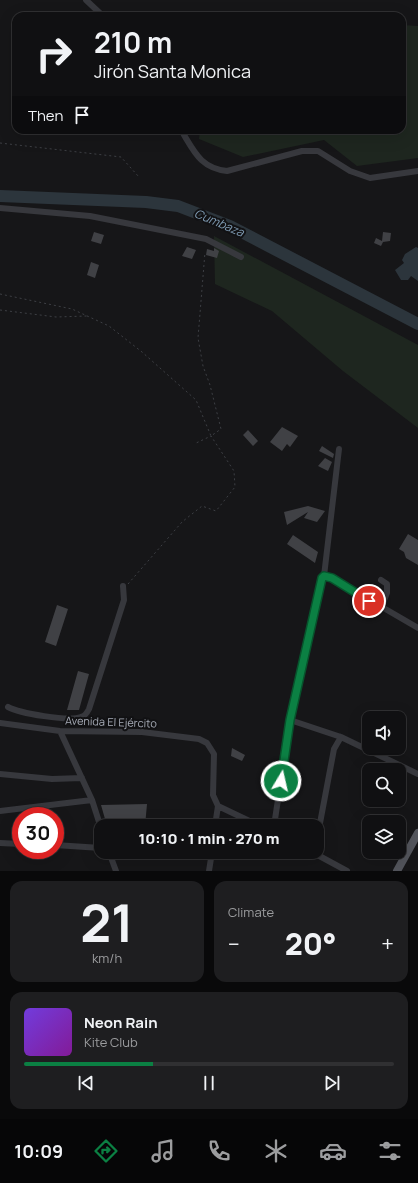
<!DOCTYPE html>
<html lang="en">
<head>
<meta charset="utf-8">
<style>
  body { margin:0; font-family:Manrope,sans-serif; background:#1e1e20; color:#f1f3f6; height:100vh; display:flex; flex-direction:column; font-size:15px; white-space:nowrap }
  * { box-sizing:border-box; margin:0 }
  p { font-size:13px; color:#9c9d9f }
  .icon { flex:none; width:22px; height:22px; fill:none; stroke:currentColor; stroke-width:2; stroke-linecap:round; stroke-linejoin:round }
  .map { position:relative; height:871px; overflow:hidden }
  .side { display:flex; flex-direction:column; gap:10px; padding:10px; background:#09090a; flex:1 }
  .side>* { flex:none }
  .guide { position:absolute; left:12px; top:12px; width:394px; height:122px; border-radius:12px; box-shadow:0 4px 16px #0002,0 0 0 1px #303032; background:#101012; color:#f1f3f6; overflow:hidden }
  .fabs { position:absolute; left:362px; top:711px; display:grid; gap:8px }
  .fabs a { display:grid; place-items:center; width:44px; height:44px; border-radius:8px; background:#101012; box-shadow:0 4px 16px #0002,0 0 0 1px #303032; font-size:20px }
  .speed { position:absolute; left:12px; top:807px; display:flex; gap:8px; font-size:20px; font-weight:700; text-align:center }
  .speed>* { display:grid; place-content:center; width:52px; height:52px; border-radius:50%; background:#101012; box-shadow:0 4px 16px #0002,0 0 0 1px #303032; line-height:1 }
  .speed .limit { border:6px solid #d22; background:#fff; color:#111 }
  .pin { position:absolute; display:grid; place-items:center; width:34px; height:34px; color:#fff; margin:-17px; border:2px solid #fff; border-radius:50%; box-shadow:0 1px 4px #0007 }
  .me { position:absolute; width:44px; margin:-22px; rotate:9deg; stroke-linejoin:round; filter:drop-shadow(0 0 3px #0008) }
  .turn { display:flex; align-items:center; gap:14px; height:84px; padding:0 16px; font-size:18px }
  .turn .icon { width:52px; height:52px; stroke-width:2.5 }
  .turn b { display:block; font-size:28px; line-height:34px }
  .then { display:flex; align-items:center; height:38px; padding:0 16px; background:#0003; gap:8px; font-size:15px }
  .big { font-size:30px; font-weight:800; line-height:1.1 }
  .side .card { flex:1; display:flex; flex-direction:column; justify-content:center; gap:6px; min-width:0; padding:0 14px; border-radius:12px; background:#1e1e20 }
  .side .dial { align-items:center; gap:0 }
  .dial b { font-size:52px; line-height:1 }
  .song { display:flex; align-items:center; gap:12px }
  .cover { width:48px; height:48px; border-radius:6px; background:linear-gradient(135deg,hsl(260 70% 55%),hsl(290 70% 35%)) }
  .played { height:4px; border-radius:2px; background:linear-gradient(90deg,#0b8043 35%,#303032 35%) }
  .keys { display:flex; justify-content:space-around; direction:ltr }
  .heat { display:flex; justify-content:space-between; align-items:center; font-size:22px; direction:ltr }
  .side .tiles { flex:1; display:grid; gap:10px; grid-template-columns:1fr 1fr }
  .card:last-child { grid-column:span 2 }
  .trip { position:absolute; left:94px; top:819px; width:230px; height:40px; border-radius:12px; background:#101012; box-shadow:0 4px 16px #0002,0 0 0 1px #303032; font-weight:800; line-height:40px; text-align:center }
  .tabs { display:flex; height:64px; justify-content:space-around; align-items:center; background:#060607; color:#9c9d9f }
  .tabs .icon { width:28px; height:28px }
  .tabs .selected { color:#0b8043 }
  .tabs b { font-size:18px; color:#f1f3f6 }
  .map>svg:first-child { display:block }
</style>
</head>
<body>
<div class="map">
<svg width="418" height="871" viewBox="0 0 418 871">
  <rect width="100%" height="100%" fill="#161618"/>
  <path fill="#1e261f" d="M402,25l16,1v132l-61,8 -33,-26 -81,17 -44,-18 1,-9h202z
    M214,236l204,109v83l-75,-57 -71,-60 -57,-27z"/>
  <path fill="#2c353c" d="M416,247l2,1v33l-7,-5 -3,4h-7l-6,-10 9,-7 -2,-3 3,-6z"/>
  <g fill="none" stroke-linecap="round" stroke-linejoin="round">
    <path stroke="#2c353c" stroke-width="12" d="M0,196l146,6 32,4 52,20 188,98"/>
  </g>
  <path fill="#404145" d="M94,232l10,3 -3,9 -10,-3z
    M383,232l8,1 -1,8 -7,1 -2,4 -7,-3 2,-5 6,3z
    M187,247l9,3 -4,9 -10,-3z
    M214,248l5,3 -2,7 -11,-3 1,-6 7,2z
    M91,262l8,3 -4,13 -8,-3z
    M282,427l16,9 -8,11 -3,-3 -5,7 -12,-9z
    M248,430l10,11 -5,5 -10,-11z
    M322,446l12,8 -1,4 -14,-7z
    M325,458l7,4 -4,9 -10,-5z
    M308,506l17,5 -8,11 -13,-4 4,-6 -21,13 -3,-13z
    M408,534l10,6v25l-12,-7 -2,-6 -5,-3z
    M293,535l25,17 -3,11 -28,-19z
    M57,605l11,4 -12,37 -11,-4z
    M78,671l11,3 -10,36h-12z
    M232,748l13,7 -3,6 -11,-5z
    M147,804l-2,22h-38l-6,-21z"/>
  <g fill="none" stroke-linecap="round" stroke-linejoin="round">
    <path stroke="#3d3f44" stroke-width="1" stroke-dasharray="2 3" stroke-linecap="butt" d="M0,143l121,14 18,20
      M0,294l72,15 37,17 33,26 54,48 15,36 10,-7 -11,-44 -7,-19 -5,-28 7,-86
      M0,310l56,7 31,-1
      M128,584l54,-62 20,-16 14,5 19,-24 -1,-16 -23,-35 -17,8"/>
    <path stroke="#37383d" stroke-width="6" d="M86,0l17,16
      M181,130c13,21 19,38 46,41l75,-20h16l32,20 20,7 48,-7
      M0,208l90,8 116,23 35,18
      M324,576l8,2 86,50
      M381,580l6,4v9l-6,15
      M8,707c11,6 61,15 73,10 4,-1 6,-4 8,-8l35,-109 -1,-14
      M290,720l51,17 77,37
      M0,723l60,8 82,1 57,7 8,4 7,11 -1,41 5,11 -3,20
      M60,731l32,69 9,28
      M0,774l52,5 30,-1
      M218,806l42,20
      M0,811l92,-11
      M274,826l16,-106 32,-142 2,-2 15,-127
      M317,839l17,-90 7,-12
      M0,843l21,1
      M55,845l46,3
      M109,852l7,19
      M312,852l35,19
      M209,871l3,-19"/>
    <path stroke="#53555c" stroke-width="8" d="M397,871l21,-38"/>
  </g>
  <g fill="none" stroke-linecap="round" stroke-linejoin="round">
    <g stroke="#07532c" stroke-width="10">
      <path id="route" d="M281,781l9,-61 32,-142 2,-2 8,2 37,23"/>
    </g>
    <use href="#route" stroke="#0b8043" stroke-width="7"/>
  </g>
  <g text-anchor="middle" stroke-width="4" stroke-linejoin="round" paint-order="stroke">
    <g font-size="11" fill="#a8adb8" stroke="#111113">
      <text transform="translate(111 722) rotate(2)" y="4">Avenida El Ejército</text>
    </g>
    <g font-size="12" font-style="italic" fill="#7f9bb3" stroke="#111113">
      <text transform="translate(219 223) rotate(23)" y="4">Cumbaza</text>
    </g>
  </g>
</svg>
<div class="fabs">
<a><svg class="icon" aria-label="sound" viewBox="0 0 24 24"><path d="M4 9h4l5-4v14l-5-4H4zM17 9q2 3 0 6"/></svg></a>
<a><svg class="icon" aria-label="search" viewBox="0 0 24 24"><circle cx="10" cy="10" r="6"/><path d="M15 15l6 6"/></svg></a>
<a><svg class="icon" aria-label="layers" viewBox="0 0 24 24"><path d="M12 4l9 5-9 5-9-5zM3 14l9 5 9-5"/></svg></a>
</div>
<div class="speed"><div class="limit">30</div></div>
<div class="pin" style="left:369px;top:601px;background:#d93025"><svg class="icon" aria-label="arrive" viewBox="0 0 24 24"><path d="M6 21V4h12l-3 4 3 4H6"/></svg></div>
<svg class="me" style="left:281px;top:781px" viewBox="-20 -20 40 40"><circle r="17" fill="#0b8043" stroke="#fff" stroke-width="3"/><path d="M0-11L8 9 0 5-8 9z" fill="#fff"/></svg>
<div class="trip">10:10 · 1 min · 270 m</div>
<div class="guide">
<div class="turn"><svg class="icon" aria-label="right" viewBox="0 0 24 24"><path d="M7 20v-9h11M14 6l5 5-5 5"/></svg><div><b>210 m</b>Jirón Santa Monica</div></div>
<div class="then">Then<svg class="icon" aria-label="arrive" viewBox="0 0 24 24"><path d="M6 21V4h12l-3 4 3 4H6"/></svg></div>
</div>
</div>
<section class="side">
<div class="tiles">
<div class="card dial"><b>21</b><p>km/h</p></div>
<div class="card"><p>Climate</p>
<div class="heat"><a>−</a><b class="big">20°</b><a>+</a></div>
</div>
<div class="card">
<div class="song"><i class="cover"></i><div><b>Neon Rain</b><p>Kite Club</p></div></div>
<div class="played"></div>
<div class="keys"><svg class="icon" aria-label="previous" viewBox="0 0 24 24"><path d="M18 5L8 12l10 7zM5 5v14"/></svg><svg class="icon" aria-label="pause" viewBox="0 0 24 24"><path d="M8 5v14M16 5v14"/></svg><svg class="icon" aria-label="next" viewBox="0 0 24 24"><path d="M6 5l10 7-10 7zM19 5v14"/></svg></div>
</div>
</div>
</section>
<nav class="tabs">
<b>10:09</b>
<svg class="icon selected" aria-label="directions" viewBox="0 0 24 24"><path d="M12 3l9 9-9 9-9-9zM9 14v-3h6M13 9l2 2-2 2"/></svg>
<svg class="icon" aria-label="music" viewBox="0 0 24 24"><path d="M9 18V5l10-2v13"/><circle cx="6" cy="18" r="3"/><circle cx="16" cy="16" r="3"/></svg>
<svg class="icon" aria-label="phone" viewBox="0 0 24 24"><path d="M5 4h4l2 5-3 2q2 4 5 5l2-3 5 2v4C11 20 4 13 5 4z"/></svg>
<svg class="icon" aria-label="climate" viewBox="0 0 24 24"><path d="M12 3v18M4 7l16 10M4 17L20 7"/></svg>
<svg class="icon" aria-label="car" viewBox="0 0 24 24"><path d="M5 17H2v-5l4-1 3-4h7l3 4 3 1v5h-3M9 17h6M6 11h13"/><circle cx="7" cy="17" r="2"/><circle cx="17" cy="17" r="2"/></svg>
<svg class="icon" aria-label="filters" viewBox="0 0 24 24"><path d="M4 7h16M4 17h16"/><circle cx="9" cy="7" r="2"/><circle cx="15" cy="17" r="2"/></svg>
</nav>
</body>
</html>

**EXERCISE:** Working from the material above, restate word for word the lines between the line with "position:absolute; left:362px; top:711px;" and the line with "font-size:30px; font-weight:800; line-height:1.1", both included, and only those.

**SOLUTION FOR THIS PROBLEM:**
  .fabs { position:absolute; left:362px; top:711px; display:grid; gap:8px }
  .fabs a { display:grid; place-items:center; width:44px; height:44px; border-radius:8px; background:#101012; box-shadow:0 4px 16px #0002,0 0 0 1px #303032; font-size:20px }
  .speed { position:absolute; left:12px; top:807px; display:flex; gap:8px; font-size:20px; font-weight:700; text-align:center }
  .speed>* { display:grid; place-content:center; width:52px; height:52px; border-radius:50%; background:#101012; box-shadow:0 4px 16px #0002,0 0 0 1px #303032; line-height:1 }
  .speed .limit { border:6px solid #d22; background:#fff; color:#111 }
  .pin { position:absolute; display:grid; place-items:center; width:34px; height:34px; color:#fff; margin:-17px; border:2px solid #fff; border-radius:50%; box-shadow:0 1px 4px #0007 }
  .me { position:absolute; width:44px; margin:-22px; rotate:9deg; stroke-linejoin:round; filter:drop-shadow(0 0 3px #0008) }
  .turn { display:flex; align-items:center; gap:14px; height:84px; padding:0 16px; font-size:18px }
  .turn .icon { width:52px; height:52px; stroke-width:2.5 }
  .turn b { display:block; font-size:28px; line-height:34px }
  .then { display:flex; align-items:center; height:38px; padding:0 16px; background:#0003; gap:8px; font-size:15px }
  .big { font-size:30px; font-weight:800; line-height:1.1 }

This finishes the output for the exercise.